Non parliamo poi delle cooperative, in cui gli impiegati sono essi stessi “soci” ed accettano invece di un contratto collettivo di lavoro, un canovaccio detto “Regolamento della cooperativa”, in cui tra le varie clausole vi è il licenziamento immediato in caso di mancanza di lavoro ed il pagamento solo per le ore realmente lavorate: il massimo del brutto capitalismo dove il rischio d’impresa è totalmente sulle spalle del dipendente.
Dal governo, attuale o futuro che sia, è chiaro che ci si debba aspettare molto poco. Ancora oggi da entrambe le parti che si preparano a governare questo paese vi sono solo elogi a questa legge che nelle intenzioni è buona, permettendo una certa flessibilità per sopperire a carichi di lavoro imprevisti, o per Business che per sua natura sono soggetti a carichi di lavoro impossibili da prevedere o programmare, ma che nella realtà è mancante di fondamentali strumenti quali gli ammortizzatori sociali e seri controlli per evitare appunto quello che tutti sappiamo. Ricordo un caso per tutti: le 6.000 persone del call center, tutte con contratto a progetto, che in realtà, come accertato, svolgevano un lavoro dipendente a tutti gli effetti.
L’alternativa immediata ed indolore è emigrare. Una brutta parola per ammettere che nel nostro paese si è cosi in basso che si è iniziato a scavare. L’emigrazione è comunque una fuga, ma cosa possono fare coloro per i quali quest’opzione è inapplicabile o inaccettabile ?
Ci ho pensato su e mi sono detto: come nessuno pensa di studiare un algoritmo di sort, ma si limita a ricercarne uno già implementato, cosi basta aprire gli occhi e cercare come altre categorie di lavoratori hanno risolto il problema e la risposta è giunta da sola: consorziarsi.
Mi spiego meglio. Mettiamo da parte le professioni, (anche se il discorso è uguale, perché ora la tariffa minima è stata abolita) e prendiamo in esame un lavoro tecnico.
Diciamo che io voglio far riparare il mio scooter. In qualsiasi officina autorizzata io vada, il prezzo della manodopera è di 40 euro/ora circa. Prezzo imposto mi dicono.
Bene, allora mi rivolgo altrove, i prezzi variano, ma meno di 20 euro l’ora non trovo nessuno disposto a riparare il mio scooter. Perché?
Perché tutti i meccanici sono tra di loro consorziati (inconsapevolmente, magari) e sanno bene che nessun loro collega si svenderebbe.

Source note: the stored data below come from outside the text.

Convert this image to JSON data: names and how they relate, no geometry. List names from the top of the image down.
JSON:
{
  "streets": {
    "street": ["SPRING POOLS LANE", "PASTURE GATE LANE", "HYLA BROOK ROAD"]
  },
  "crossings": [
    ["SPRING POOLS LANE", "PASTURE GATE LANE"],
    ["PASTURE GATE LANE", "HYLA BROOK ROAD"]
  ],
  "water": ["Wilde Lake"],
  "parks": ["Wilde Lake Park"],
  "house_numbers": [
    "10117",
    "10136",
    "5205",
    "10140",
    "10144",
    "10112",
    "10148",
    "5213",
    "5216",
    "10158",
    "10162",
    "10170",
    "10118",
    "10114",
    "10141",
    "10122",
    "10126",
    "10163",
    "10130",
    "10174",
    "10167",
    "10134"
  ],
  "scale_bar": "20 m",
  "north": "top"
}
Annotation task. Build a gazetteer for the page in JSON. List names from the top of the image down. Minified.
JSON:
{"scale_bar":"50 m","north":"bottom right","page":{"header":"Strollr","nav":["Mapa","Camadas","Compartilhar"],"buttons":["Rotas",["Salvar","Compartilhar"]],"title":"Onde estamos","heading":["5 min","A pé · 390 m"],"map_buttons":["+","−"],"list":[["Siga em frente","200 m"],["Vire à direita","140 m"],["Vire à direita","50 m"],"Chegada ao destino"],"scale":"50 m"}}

Se ti svendi, abbassi il prezzo del tuo lavoro e quindi ti ritrovi poi a fare la fame.
La stessa cosa succede con qualsiasi categoria professionale!
Provate Voi stessi ad offrire un decimo o solo un quinto del compenso standard ad un tecnico professionista e l’unica risposta che otterrete è un cortese “provi altrove”.
Perché allora per l’IT che, come ripeto sempre, è fatto di “risolutori di problemi”, ai tecnici specializzati che spesso uniscono alle notevoli competenze tecniche capacità interpersonali e di marketing non indifferenti per il raggiungimento degli obiettivi di Business si offre un compenso irrisorio (rispetto al compenso che la ditta riceve) ?
La risposta è semplice: perché le persone IT sono divise e si svendono e per uno che rifiuta vi sono altri 10 che accettano condizioni da fame.
Qui a Roma le ditte IT sono concentrate nella zona Eur. Diciamo che impiegano 40.000 precari. Che cosa succederebbe se 20.000 di loro rifiutassero il solito stipendio?
Se fosse impossibile per le ditte trovare qualcuno che lavori per loro alle condizioni di “Schiavi Moderni” ?
Utopia, certo, direte voi. Difficile, quasi impossibile dico io.
Però pensate bene alle conseguenze di un’azione cosi coordinata.
20.000 persone in meno significa per le aziende progetti falliti, penali da pagare, interessi con le banche, fornitori da saldare. Insomma, si mette una ditta con le spalle al muro, esattamente come ora vivono i precari dell’IT.
A quanto è venduto un programmatore presso il cliente lo sappiamo tutti molto bene. Cosi come sappiamo che solo una miseria, sotto il minimo per vivere, arriva nelle tasche del precario…
È tutto legale, certo, non lo discuto, ma se è la legge del mercato, forse questo mercato si può cambiare.
La mia presunzione è che qualcosa si possa fare, ma occorre crederci ed essere veramente in tanti a crederci. Il numero è forza contrattuale, finché si è separati si è nulla, come un singolo spaghetto, fragile e facile da spezzare, ma se prendiamo un pacco da un Kg allora le cose cambiano, eccome se cambiano.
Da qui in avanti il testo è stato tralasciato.